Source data
☆ ☆ ☆ ☆ ☆ ☆ ☆
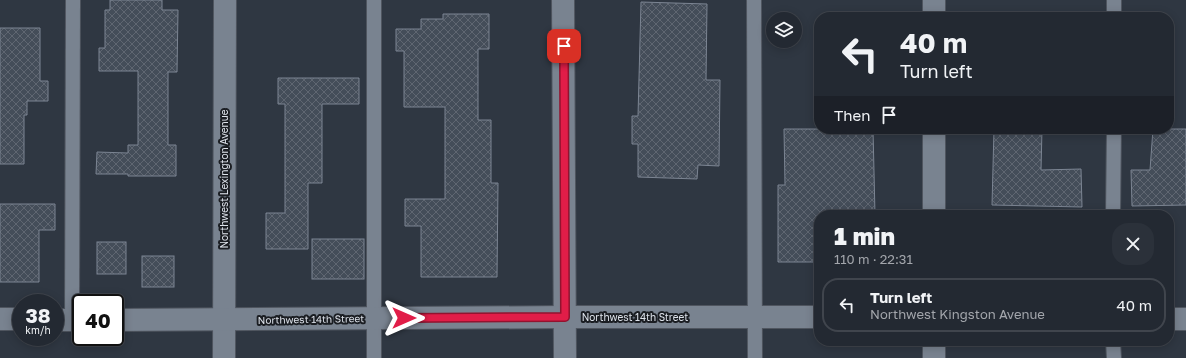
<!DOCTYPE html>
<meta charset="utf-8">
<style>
body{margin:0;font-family:"Golos Text",sans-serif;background:#2b313a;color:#f1f3f6;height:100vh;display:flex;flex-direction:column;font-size:15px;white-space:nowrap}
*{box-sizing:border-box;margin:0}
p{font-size:13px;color:#a3a6ac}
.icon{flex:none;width:22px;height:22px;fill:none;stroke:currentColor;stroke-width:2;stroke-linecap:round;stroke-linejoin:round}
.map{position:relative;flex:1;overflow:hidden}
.drawer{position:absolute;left:814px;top:210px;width:360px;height:136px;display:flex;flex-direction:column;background:#232932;border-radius:16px;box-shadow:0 2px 10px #0003,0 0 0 1px #40454d}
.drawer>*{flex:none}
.hud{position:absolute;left:814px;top:12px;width:360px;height:122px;border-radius:16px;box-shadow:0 2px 10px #0003,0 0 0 1px #40454d;background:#232932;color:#f1f3f6;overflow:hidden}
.buttons{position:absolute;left:766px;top:12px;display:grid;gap:8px}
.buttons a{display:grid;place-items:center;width:36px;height:36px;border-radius:50%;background:#232932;box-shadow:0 2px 10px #0003,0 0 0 1px #40454d;font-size:20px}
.speed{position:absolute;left:12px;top:294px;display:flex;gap:8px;font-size:20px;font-weight:700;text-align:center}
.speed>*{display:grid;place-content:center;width:52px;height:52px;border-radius:50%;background:#232932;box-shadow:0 2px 10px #0003,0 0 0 1px #40454d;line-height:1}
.speed small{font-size:10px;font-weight:400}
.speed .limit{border:2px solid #111;border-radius:6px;background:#fff;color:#111}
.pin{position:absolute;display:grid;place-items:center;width:34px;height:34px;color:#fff;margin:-17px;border-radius:8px;box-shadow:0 2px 6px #0006}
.me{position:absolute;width:44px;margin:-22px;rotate:90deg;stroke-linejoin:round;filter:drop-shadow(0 0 3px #0008)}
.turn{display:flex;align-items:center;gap:14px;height:84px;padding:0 20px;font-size:18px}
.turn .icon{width:52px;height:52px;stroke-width:2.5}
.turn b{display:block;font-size:28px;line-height:34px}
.then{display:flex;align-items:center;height:38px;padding:0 20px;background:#0003;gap:8px;font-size:15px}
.round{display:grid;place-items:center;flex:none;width:42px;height:42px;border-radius:16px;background:#2b313a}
.head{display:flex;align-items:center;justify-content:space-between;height:68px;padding:0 20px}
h1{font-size:24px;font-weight:800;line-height:30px}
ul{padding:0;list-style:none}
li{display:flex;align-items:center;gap:12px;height:54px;margin:0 8px 6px;padding:0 12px;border:2px solid #40454d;border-radius:16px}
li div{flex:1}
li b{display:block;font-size:15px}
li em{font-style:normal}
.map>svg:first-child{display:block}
.building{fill:url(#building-cross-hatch);stroke:#7c8593}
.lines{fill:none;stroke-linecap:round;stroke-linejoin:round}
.lane-casing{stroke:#4f555f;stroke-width:16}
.street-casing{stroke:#4f555f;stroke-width:24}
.secondary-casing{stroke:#4f555f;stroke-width:24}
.lane{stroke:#798390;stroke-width:14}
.street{stroke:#798390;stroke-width:22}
.secondary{stroke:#798390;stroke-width:22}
.route-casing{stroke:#92132f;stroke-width:10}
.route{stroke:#e11d48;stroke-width:7}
.labels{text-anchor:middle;stroke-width:4;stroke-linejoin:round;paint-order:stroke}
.street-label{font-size:10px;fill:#dee3eb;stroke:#1b1e23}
</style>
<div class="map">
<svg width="1186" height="358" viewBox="0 0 1186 358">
<defs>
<pattern id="building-cross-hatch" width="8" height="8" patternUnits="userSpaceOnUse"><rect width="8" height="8" fill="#444d59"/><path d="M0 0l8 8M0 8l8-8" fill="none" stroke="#5f6671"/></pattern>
</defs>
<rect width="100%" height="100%" fill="#2f3742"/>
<g class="building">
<path d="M110,0H162V10H178L177,72H168V145H176V176H128V174H96L97,152L128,153V145H138V71H99V48H105V10H110Z"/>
<path d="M641,2L707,4L706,80H720L719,166L698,165L697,179L638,177V144H632V116H638Z"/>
<path d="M443,14H489V49H478V120H491V183H498L497,277H421V226H405V199H445V107H404V51H396V29H421V19H443Z"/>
<path d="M0,28H40V81H48V101H27V115H24V164H0Z"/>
<path d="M278,78H359V104H322V183H308V249H266V213H285V104H278Z"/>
<path d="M784,129H873L875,215H819V262H778V185H785Z"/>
<path d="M994,129H1042L1041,170L1081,169L1082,207L992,205Z"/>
<path d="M1153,129H1186V205L1132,206L1131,170H1150Z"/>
<path d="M0,204H55V230H39V282H0Z"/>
<rect x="312" y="239" width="52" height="40"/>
<rect x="97" y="242" width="29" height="32"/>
<rect x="142" y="256" width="32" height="31"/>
</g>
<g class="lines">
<defs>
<g id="lane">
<path d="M754,0L755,358"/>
<path d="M1114,17V0"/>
<path d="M1113,215L1114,129"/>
<path d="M72,320L73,0"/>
<path d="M1113,341L1114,358"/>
<path d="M374,358V0"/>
</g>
<g id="street">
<path d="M563,0L565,358"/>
<path d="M934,17V0"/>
<path d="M934,215V129"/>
<path d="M934,341V358"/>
<path d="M224,358L225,0"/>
</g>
<g id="secondary">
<path d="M0,319H21"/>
<path d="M1169,319H1186"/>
<path d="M55,320H81"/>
<path d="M115,320L565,317H819"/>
</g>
</defs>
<use href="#lane" class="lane-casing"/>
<use href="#street" class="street-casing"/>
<use href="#secondary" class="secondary-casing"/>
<use href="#lane" class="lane"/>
<use href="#street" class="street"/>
<use href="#secondary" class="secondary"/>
</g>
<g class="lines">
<defs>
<path id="route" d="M404,318L565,317L564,46"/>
</defs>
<use href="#route" class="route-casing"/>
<use href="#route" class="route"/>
</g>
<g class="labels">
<g class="street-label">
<text transform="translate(224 179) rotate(-90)" y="4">Northwest Lexington Avenue</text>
<text x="635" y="321">Northwest 14th Street</text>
<text transform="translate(311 319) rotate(-1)" y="4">Northwest 14th Street</text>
</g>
</g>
</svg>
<div class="buttons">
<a><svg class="icon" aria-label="layers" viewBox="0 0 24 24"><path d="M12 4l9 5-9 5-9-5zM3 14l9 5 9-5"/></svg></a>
</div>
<div class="speed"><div>38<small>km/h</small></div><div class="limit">40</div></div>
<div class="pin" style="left:564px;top:46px;background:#d93025"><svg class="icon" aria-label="arrive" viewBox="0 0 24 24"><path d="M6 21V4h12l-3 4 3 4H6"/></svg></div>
<svg class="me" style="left:404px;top:318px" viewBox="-20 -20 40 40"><path d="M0-17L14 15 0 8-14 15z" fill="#e11d48" stroke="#fff" stroke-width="4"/></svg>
<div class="hud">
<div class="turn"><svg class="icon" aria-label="left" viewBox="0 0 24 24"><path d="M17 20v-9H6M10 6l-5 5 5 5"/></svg><div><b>40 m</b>Turn left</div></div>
<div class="then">Then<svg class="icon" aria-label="arrive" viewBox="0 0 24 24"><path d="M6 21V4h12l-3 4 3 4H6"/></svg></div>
</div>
<section class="drawer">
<div class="head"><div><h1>1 min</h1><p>110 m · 22:31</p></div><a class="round"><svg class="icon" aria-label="close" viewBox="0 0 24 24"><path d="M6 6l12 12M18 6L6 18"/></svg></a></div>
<ul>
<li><svg class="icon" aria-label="left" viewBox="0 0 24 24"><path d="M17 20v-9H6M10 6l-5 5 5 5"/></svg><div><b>Turn left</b><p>Northwest Kingston Avenue</p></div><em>40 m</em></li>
</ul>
</section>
</div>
☆ ☆ ☆ ☆ ☆ ☆ ☆
[THE TASK]
Report every line above that has the string "limit" in it.

[ANSWER FOR THIS EXERCISE]
.speed .limit{border:2px solid #111;border-radius:6px;background:#fff;color:#111}
<div class="speed"><div>38<small>km/h</small></div><div class="limit">40</div></div>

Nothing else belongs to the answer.